On the way to work on my first day at SVP Dallas – back in June of 2012 – I noted to myself that among the things I already loved about my new job was the easy commute. I marveled at my good fortune: not only had I landed my dream job but unbeknownst to me, the physical location of my dream job was a short 7.2 miles away. On at one exit up Central, off two exits down LBJ later. Google promised a 13 minute drive. It couldn’t getter simpler – or better – than that.

My bliss lasted a day.

By 8:00 p.m that evening, half of the overpass that linked the off-ramp to my office building would be gone, part of a scheduled demolition and reconstruction that would last the next 18 months to complete.  Over the course of those 18 months, the 13-minute commute Google promised would become an unpredictable trek where familiar routes disappeared overnight and new ones materialized with the relocation of orange cones. The promise of the project was increased traffic flow and faster travel times. But in the interim, all we got were delays and excuses for showing late to meetings. While the route I took to work changed on an almost daily basis (and depending on how late I was running), one thing did not change, the simple route I delighted in on that first day, was anything but. “Progress,” some optimist called it. “Annoying” was more like it.

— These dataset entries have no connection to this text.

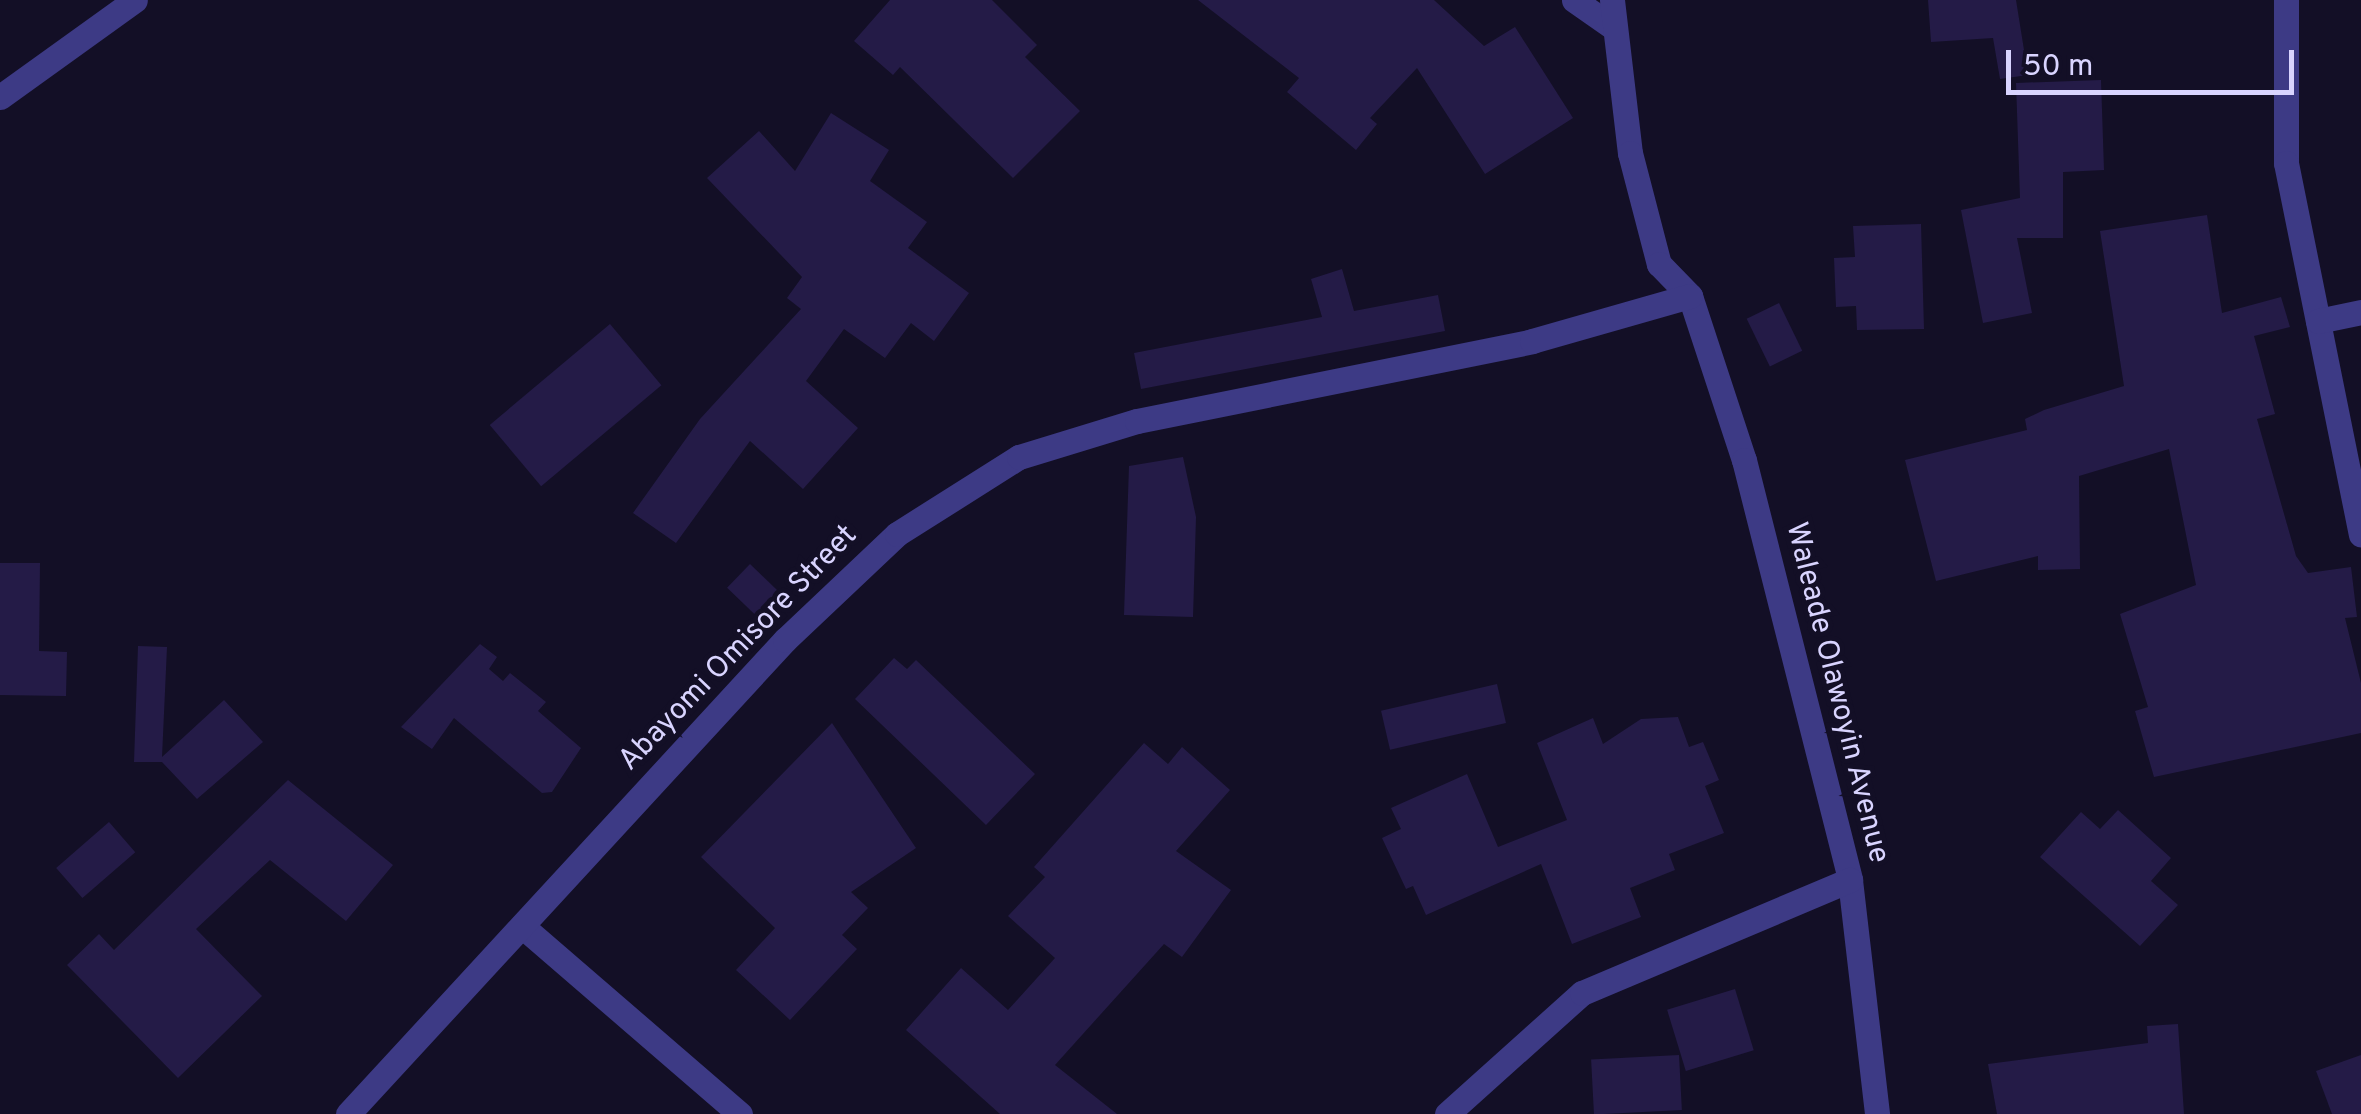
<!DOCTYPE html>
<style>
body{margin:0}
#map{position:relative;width:2361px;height:1114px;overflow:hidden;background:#130f26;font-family:Overpass,sans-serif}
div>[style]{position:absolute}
.building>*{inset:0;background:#241b47;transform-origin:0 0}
.street>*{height:25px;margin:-12.5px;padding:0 12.5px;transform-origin:12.5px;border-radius:12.5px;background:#3d3a85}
span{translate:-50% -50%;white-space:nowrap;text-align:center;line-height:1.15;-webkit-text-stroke:10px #130f26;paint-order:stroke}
.street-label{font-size:30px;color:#d9d4ff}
.scale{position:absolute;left:2006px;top:50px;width:288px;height:45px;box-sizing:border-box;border:5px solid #d9d4ff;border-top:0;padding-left:12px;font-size:30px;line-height:35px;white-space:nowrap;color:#d9d4ff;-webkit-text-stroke:8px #130f26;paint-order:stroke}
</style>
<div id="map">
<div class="building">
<i style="clip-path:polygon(890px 0,992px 0,1037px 45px,1025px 57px,1080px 111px,1013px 178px,900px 67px,893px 75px,854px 41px)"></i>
<i style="clip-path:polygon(1198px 0,1434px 0,1484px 46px,1515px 27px,1573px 118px,1485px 174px,1417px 68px,1370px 118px,1377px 124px,1356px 150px,1287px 92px,1299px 78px)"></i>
<i style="clip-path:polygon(1928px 0,2016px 0,2028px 75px,2000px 79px,1993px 38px,1931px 42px)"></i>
<i style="clip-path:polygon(2101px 80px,2104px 170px,2063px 172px,2063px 238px,2017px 238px,2032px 313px,1983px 323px,1961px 210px,2020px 198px,2016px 83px)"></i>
<i style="clip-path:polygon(831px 113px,889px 150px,870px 181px,927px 222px,908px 248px,969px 293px,934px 341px,911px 323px,885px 358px,844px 329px,806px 381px,858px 428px,803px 489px,750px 441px,676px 543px,633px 513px,700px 419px,801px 309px,787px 298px,802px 277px,707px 178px,759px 131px,795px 171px)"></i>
<i style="clip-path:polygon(2207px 215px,2222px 313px,2281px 297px,2290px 327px,2254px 336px,2275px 414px,2257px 419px,2296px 556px,2308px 573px,2351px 567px,2357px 617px,2345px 618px,2361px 683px,2361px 733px,2154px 777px,2135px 711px,2148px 707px,2120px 614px,2196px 585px,2169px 449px,2079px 476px,2080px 569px,2038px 570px,2038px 556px,1936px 581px,1905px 460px,2027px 430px,2025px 419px,2044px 410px,2124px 386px,2100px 231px)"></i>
<i style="clip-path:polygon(1921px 224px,1924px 329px,1857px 330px,1856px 306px,1836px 307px,1834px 258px,1855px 257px,1853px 226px)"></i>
<i style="clip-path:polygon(1342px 269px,1354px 311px,1438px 295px,1445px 331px,1141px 389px,1134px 353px,1322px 317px,1311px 279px)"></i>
<i style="left:1779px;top:303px;width:53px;height:36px;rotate:64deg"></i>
<i style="left:610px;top:324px;width:80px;height:157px;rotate:50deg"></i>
<i style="clip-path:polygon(1183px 457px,1196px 517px,1193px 617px,1124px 615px,1129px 466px)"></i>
<i style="clip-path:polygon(0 563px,40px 563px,39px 651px,67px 652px,66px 696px,0 695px)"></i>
<i style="left:750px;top:564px;width:39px;height:33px;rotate:44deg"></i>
<i style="clip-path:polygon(480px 644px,497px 657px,489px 669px,503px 681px,510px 673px,546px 702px,538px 711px,581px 748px,552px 792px,542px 793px,454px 718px,432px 749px,401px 727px)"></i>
<i style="clip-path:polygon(138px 646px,167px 647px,162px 757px,224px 700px,263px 742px,197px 799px,162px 762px,134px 762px)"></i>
<i style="clip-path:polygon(894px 658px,907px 669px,916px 660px,1035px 774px,986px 825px,855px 699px)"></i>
<i style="left:1497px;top:684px;width:40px;height:119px;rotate:77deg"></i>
<i style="clip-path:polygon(1678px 717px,1689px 747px,1703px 742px,1719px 780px,1705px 786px,1724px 833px,1669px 854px,1675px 870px,1630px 888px,1641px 917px,1572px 944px,1541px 864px,1426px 915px,1413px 886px,1406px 889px,1382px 838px,1401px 829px,1391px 808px,1467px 774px,1498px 847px,1567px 820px,1537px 743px,1593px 718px,1603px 744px,1641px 719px)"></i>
<i style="clip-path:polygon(832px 723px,916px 848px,851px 892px,868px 908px,842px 935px,857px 949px,790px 1020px,736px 970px,775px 928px,701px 857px)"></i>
<i style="clip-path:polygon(1144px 743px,1168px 764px,1182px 747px,1230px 790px,1176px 851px,1231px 890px,1182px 957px,1164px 944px,1055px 1065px,1117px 1114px,1000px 1114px,906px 1030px,961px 968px,1008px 1010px,1055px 958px,1008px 916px,1045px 877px,1034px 867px)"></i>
<i style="clip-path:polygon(288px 780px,393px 865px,346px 921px,270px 860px,196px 929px,262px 996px,178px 1078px,67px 965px,99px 934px,114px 950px)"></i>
<i style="clip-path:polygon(2118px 810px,2171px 858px,2151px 881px,2178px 905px,2140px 946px,2040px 857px,2081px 812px,2100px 829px)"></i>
<i style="left:109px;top:822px;width:40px;height:70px;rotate:49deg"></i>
<i style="left:1735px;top:989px;width:64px;height:71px;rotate:73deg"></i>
<i style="clip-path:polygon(2178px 1024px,2184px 1114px,1997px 1114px,1988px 1064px,2148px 1043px,2147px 1026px)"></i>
<i style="left:1679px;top:1055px;width:55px;height:88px;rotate:87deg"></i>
<i style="clip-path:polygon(2361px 1055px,2361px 1114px,2332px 1114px,2316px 1071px)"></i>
</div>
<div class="street">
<i style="left:1574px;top:0;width:44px;rotate:34.8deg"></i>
<i style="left:1612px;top:0;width:154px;rotate:83.3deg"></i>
<i style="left:1630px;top:153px;width:115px;rotate:75.4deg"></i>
<i style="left:1659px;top:264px;width:45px;rotate:45.9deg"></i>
<i style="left:1690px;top:296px;width:173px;rotate:71.8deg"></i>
<i style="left:1744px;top:460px;width:433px;rotate:75.8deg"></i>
<i style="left:1850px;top:880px;width:236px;rotate:83.4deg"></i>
<i style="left:2286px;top:0;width:163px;rotate:90deg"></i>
<i style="left:2286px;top:163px;width:379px;rotate:78.6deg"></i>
<i style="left:0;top:97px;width:166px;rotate:-35.7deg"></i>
<i style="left:2318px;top:321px;width:44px;rotate:-11.8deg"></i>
<i style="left:522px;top:926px;width:288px;rotate:40.8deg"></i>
<i style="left:348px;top:1114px;width:645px;rotate:-47.33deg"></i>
<i style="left:785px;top:640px;width:154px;rotate:-43.4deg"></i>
<i style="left:897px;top:534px;width:144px;rotate:-32.3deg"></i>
<i style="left:1019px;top:457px;width:123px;rotate:-17deg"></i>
<i style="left:1137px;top:421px;width:403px;rotate:-11.4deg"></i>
<i style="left:1532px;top:341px;width:164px;rotate:-15.9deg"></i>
<i style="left:1447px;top:1114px;width:181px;rotate:-41.9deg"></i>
<i style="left:1582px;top:993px;width:291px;rotate:-22.9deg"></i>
</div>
<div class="street-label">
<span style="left:739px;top:649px;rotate:-46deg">Abayomi Omisore Street</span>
<span style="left:1836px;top:693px;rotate:76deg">Waleade Olawoyin Avenue</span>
</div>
<div class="scale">50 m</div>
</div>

Fast forward 18 months almost to the day. Thanks to a newly-expanded overpass and express lanes built into my stretch of the highway, my commute is now down to a predictable 11 minutes. Lightspeed by Dallas traffic standards. Cue my bliss.

Here’s what I learned from this so-called “progress.” Besides forcing me to find creative ways to get to 12900 Preston Road, after a few months on the job at SVP Dallas, I discovered my first-hand experience with highway construction is the perfect metaphor for the capacity-building work we do.  Building capacity in nonprofits promises to expedite and expand the delivery of effective, life-changing programs to our neighbors that need them most. The promise is speed, efficiency, expansion. But before we see any of that, we get traffic jams, detours, and closed exits.

Demolishing and re-building the infrastructure of high-potential nonprofits is a lot like the work going on outside my office window.   For the nonprofits on the receiving end – SVP investees, it can be messy, disorienting, intrusive, frustrating, and it almost certainly slows things down before anything resembling efficiency or increased capacity begins to takes shape.  The complexity of mapping new long-term plans and improving existing practices while continuing to deliver high-quality programs is like relocating concrete barriers and bulldozing new lanes all the while semis and cars whizz by at 60 miles per hour. Just like the cars aren’t slowing down while “progress” is being implemented all around them, the needs our investees meet among the families and children they serve are no less serious and urgent.

The challenges faced by our community are being met by heroic and often overmatched non-profit agencies like PediPlace, TAIMH, and the Investees in our Social Portfolio. The work of SVP is to come alongside them like their overnight highway construction crew, helping build the wider, faster lanes and on-ramps they need to ensure that more families and children receive the life-changing services they provide.